◆ **PROVIDED MATERIAL**
● ● ● ● ●

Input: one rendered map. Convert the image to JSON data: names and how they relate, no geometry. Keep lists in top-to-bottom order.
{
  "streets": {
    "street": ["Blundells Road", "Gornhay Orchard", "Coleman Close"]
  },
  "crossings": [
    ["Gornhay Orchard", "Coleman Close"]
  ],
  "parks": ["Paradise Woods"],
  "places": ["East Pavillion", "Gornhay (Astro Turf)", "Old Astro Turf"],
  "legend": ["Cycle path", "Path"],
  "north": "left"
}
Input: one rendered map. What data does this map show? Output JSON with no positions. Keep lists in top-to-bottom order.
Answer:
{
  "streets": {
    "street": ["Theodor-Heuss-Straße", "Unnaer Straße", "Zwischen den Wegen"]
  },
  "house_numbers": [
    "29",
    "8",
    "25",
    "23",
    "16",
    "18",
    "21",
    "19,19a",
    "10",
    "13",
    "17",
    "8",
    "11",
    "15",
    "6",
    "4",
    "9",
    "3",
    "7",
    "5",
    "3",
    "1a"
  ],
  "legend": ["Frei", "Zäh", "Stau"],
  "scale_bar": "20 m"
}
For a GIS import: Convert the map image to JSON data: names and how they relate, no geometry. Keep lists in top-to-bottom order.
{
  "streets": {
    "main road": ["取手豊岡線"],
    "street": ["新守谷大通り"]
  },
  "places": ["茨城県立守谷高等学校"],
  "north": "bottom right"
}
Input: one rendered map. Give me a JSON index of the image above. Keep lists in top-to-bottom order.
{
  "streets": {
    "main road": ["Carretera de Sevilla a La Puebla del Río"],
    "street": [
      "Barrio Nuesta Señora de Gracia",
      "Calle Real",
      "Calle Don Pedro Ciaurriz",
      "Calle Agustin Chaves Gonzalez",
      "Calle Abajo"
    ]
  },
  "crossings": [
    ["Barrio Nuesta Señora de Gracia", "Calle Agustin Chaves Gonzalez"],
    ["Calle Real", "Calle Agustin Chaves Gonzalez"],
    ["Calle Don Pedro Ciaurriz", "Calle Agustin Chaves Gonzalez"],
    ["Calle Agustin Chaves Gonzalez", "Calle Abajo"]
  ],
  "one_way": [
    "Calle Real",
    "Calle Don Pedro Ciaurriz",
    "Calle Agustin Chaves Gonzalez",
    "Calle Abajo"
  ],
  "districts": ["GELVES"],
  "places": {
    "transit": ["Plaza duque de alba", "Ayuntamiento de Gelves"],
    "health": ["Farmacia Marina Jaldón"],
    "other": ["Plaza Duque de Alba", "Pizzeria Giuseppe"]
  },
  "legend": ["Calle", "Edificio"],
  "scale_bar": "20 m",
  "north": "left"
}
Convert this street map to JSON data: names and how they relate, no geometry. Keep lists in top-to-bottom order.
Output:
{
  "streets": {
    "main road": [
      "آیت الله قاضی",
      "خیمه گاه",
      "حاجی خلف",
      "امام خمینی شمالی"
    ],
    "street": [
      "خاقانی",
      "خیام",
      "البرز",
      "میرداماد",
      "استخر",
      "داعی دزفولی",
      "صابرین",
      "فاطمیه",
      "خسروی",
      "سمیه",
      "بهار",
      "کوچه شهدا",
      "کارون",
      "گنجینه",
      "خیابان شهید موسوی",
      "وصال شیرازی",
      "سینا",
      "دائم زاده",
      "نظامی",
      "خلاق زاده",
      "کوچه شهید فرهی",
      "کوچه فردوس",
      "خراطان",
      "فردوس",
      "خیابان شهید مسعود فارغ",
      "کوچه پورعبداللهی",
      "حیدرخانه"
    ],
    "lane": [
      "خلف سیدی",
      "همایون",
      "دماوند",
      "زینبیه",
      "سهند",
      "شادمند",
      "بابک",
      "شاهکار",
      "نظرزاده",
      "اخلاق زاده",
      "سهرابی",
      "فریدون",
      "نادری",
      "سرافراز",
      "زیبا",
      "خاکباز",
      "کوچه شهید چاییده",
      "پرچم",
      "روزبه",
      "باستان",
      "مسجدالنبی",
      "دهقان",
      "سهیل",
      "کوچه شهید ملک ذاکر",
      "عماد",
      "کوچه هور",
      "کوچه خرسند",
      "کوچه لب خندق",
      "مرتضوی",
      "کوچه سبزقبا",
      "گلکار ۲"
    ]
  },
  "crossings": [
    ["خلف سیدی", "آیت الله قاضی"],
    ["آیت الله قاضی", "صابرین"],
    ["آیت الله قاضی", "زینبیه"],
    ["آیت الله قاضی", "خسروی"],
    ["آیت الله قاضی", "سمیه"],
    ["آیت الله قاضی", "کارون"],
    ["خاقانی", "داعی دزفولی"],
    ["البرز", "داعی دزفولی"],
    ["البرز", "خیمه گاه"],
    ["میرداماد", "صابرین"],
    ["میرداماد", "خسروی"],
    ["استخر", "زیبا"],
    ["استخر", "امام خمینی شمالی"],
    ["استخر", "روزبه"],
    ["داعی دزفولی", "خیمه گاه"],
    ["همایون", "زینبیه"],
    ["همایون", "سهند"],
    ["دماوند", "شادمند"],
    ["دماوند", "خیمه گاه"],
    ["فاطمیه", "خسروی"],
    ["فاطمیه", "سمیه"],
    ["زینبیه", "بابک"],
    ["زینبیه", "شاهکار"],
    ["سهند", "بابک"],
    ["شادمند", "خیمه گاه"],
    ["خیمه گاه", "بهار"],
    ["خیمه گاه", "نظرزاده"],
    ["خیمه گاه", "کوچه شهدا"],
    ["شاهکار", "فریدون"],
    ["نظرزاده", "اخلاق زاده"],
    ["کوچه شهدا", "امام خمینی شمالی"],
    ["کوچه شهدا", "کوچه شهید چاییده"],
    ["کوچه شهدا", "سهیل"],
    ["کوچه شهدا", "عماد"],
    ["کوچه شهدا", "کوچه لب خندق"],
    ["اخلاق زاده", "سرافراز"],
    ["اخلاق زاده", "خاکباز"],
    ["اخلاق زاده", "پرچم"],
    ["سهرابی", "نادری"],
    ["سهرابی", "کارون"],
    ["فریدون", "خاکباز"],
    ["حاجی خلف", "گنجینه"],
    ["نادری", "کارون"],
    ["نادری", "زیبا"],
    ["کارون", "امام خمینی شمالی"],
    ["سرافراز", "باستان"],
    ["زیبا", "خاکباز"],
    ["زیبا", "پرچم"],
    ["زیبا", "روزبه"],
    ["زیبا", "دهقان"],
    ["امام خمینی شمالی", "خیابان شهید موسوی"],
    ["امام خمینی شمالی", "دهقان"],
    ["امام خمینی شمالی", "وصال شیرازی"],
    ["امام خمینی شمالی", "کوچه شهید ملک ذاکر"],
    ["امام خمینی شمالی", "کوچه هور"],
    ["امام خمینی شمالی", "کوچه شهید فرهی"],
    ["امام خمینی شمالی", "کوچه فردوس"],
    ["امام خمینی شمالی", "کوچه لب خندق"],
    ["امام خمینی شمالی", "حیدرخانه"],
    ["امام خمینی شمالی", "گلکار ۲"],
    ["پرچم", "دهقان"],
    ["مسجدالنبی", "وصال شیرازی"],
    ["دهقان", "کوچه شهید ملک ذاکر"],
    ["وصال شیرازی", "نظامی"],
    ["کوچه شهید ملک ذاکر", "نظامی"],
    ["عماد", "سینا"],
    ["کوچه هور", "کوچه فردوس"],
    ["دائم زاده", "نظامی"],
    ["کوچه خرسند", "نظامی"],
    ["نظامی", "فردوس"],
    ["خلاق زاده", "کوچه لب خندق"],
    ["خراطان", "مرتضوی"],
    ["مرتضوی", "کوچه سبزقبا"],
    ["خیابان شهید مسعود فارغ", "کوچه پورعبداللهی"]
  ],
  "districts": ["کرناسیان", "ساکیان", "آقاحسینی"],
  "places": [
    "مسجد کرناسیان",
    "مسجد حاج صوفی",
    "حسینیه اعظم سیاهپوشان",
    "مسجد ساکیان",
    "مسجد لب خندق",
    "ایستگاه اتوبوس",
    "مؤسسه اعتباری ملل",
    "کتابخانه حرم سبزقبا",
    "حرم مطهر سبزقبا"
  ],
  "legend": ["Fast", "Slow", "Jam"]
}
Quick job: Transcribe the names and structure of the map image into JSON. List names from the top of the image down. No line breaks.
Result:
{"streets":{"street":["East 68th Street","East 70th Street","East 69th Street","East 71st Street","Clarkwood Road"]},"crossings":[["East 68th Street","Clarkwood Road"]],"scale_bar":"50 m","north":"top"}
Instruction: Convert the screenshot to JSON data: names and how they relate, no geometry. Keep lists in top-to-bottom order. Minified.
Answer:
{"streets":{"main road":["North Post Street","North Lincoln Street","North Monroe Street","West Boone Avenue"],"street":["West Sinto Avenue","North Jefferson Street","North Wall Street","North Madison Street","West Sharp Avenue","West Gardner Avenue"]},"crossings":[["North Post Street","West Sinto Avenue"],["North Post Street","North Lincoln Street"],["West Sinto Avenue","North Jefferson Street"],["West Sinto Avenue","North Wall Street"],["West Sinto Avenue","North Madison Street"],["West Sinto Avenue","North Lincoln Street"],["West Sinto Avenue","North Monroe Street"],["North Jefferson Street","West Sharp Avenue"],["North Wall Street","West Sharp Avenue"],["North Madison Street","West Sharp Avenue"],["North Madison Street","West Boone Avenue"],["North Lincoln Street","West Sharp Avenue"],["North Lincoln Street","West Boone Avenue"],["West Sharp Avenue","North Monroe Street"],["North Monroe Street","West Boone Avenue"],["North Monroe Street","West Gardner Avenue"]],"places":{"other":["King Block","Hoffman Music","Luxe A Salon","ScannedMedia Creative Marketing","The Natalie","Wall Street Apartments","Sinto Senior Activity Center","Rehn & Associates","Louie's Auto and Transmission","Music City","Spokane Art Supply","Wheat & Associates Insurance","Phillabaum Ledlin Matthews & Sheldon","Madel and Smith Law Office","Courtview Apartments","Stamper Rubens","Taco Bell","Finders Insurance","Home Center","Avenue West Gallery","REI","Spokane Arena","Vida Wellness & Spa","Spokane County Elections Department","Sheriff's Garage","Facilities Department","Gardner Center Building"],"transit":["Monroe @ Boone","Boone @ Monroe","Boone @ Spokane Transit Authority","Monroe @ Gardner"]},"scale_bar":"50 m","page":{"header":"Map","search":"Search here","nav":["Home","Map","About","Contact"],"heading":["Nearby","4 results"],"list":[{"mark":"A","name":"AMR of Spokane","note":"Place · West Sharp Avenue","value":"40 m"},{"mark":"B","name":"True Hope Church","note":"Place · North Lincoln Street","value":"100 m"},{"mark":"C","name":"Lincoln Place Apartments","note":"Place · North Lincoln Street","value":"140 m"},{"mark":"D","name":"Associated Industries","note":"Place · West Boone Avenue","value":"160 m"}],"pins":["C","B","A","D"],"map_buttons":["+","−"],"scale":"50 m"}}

● ● ● ● ●

◆ **EXERCISE**
Say how many lines in the entries above contain the string "شهدا". Give the number by itself.

◆ **FINAL ANSWER**
7